我垂着头,来回踱步,思量着到底要拿这些打不得又杀不得的人,怎么办。
我一边想一边随口问道:“父亲如何了?”
“国君现已在勤政殿东阁处歇息,太医已为国君瞧过了身子,说是已无大碍,服用一些定神的汤药便能醒过来,如今由凤姬夫人与国君所信的内侍监老茶照料着,公主暂可放心。
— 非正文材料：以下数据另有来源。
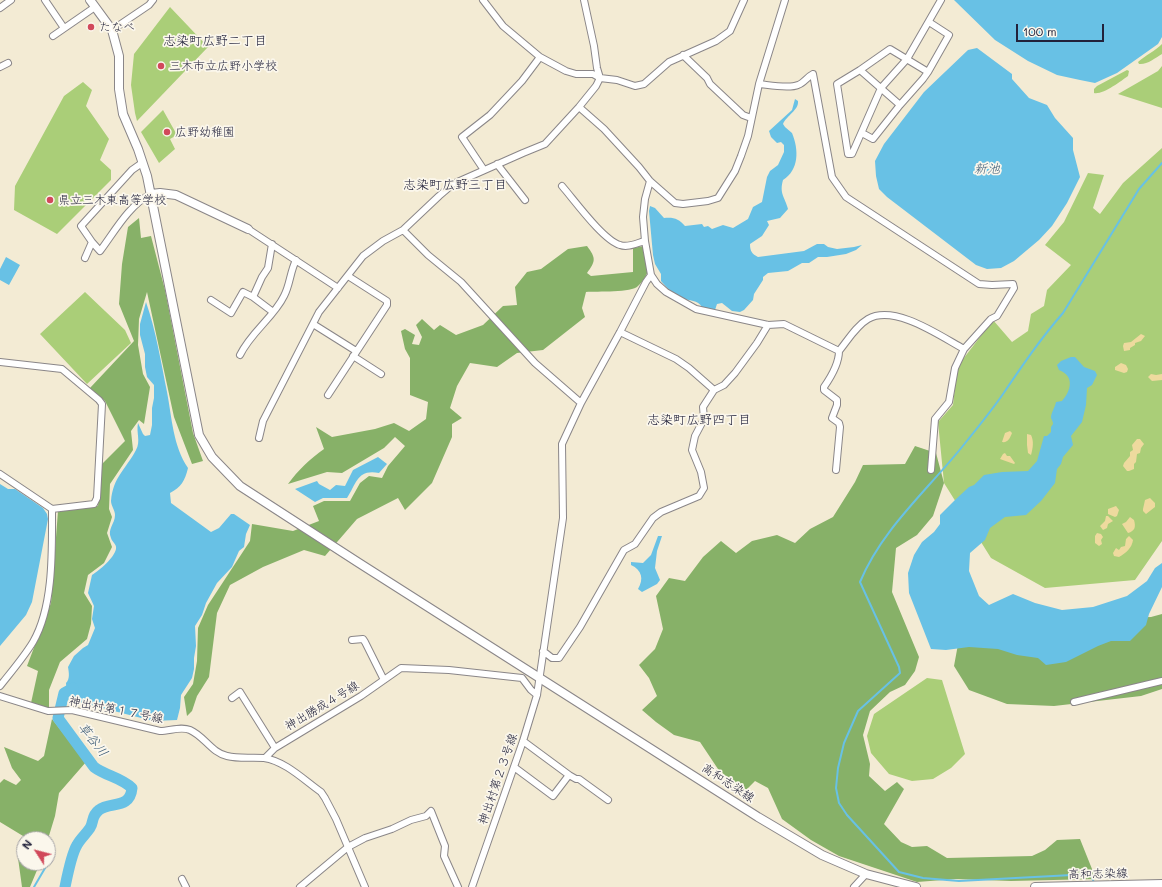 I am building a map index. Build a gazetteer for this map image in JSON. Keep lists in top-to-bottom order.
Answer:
{
  "streets": {
    "street": [
      "神出勝成４号線",
      "神出村第１７号線",
      "神出村第２３号線",
      "高和志染線"
    ]
  },
  "crossings": [
    ["神出勝成４号線", "神出村第１７号線"],
    ["神出勝成４号線", "神出村第２３号線"],
    ["神出村第２３号線", "高和志染線"]
  ],
  "districts": ["志染町広野二丁目", "志染町広野三丁目", "志染町広野四丁目"],
  "water": ["新池", "草谷川"],
  "places": [
    "たなべ",
    "三木市立広野小学校",
    "広野幼稚園",
    "県立三木東高等学校"
  ],
  "scale_bar": "100 m",
  "north": "top left"
} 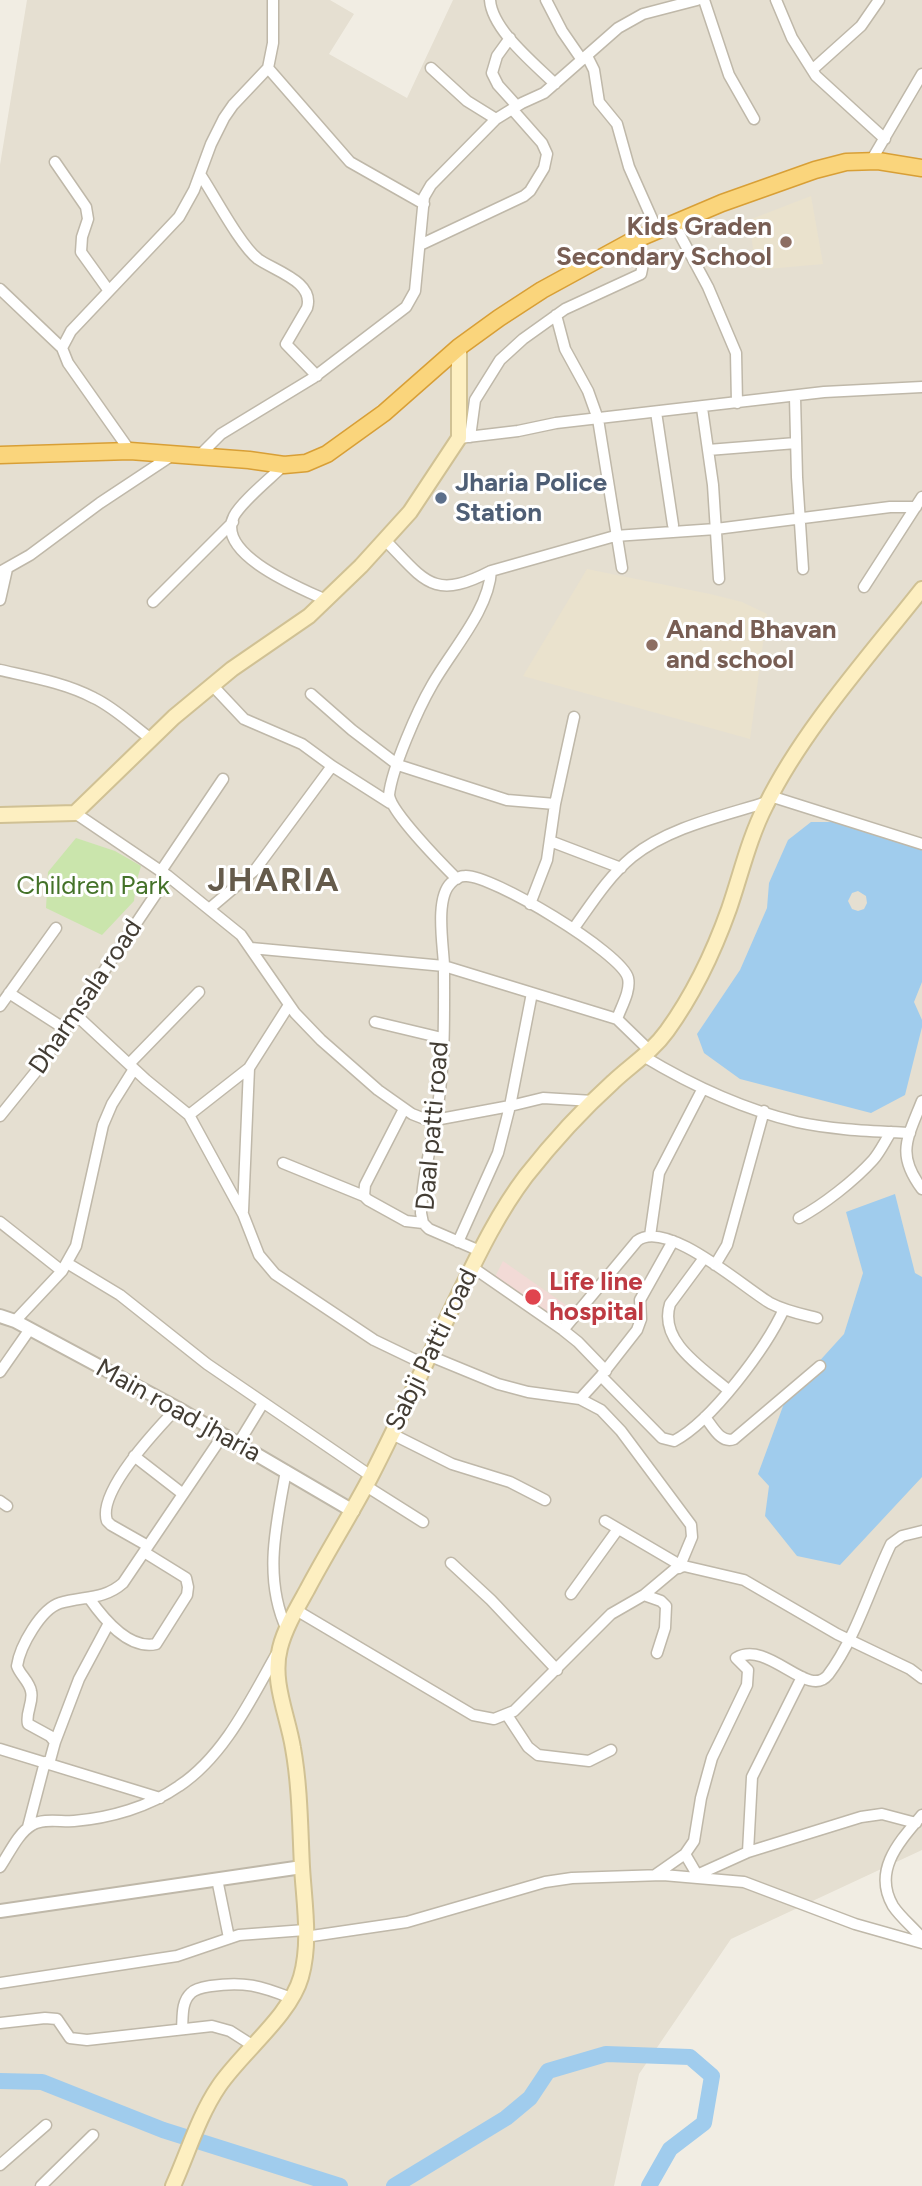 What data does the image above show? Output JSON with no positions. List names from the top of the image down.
{
  "streets": {
    "main road": ["Sabji Patti road"],
    "street": ["Dharmsala road", "Daal patti road", "Main road jharia"]
  },
  "crossings": [
    ["Daal patti road", "Sabji Patti road"],
    ["Sabji Patti road", "Main road jharia"]
  ],
  "districts": ["JHARIA"],
  "parks": ["Children Park"],
  "places": [
    "Kids Graden Secondary School",
    "Jharia Police Station",
    "Anand Bhavan and school",
    "Life line hospital"
  ]
}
”崇明俯身回答道。
我娘也在宫中了?
我瞥了一眼百里肆,却见他嘴边的笑似有似无。
他也倒是有心了。
“这宫里可有网鱼的?”我忽而开口问道。
昶伯与百里肆,小五与崇明四个人面面相觑地看着对方,皆不知道我在说什么。
我摇了摇头,看了一眼已经因为长时间跪着,已经累的浑身发抖,额上冒汗的老家伙们开口对崇明道:“射声校尉崇明,即刻恢复陈宫禁军统领之位。”
崇明闻声上前再拜。
“命人将这些老家伙们关在一处,等拾掇完**子,待父亲醒过来,身体好些时,再来审,在这期间不允许他们离开半步。”说完我便转身回到了桌前,拿起笔在帛纸上画了起来。
崇明即刻领命,唤来手下的禁军将地上的五人给拖走了。
屋内清净很多,我也能集中地开始想事情了。
片刻,我将画好的图递给了百里肆道:“就按照我图中所画的一般,我记着从正阳门向勤政殿走时,要经过一条悠长的宫道,昶伯安排些兵卫,拿着渔网隐藏在宫道的高墙上,届时**子带着她的旌阳兵一旦进入了这条宫道,我们便可以撒网捕鱼了。”
“当初在终首山时,你就是用的这个办法,劫了李少师亲戚的车马吧?”百里肆看着帛纸,眼角含笑。
我错愕,连忙摆手谄笑道:“信北君说笑了,我只会哭鼻子瞪眼睛,哪里会劫道。”
昶伯侧过头不明所以地看着信北君,他并不知道,我年少时在重华寺所做的那些荒唐事。
“我记着信北君似是还有个红眼的小白貂来着,若不说起以往的那些事,我都忘了问,怎地这次在上卿府没见着呢?”说到了终首山那次被信北君给围剿的经历,我便想起第一次见到信北君的时候来。
那时的他年轻又高傲,远远望去,就像是向上盘旋而生的向阳花一样。尤其他肩上还趴着一个红眼小白貂,我只在终首山上见到过黑眼与褐眼的,红眼的倒还是第一次见。
也是因此,我对百里肆最初的印象,其实并还没有他肩膀上的那只小白貂更好。
“它死了。”百里肆风轻云淡地说道。
他将帛书交给了昶伯,昶伯看了一眼之后,便退出勤政殿,按照我的要求布置兵卫去了。
我歪着头,神色凝重地看着百里肆,我记着骨碌曾与我说过,那小白貂可是百里家的守护神,怎地就死了?
我见百里肆又与崇光将军二人细商着事情,便没再开口问。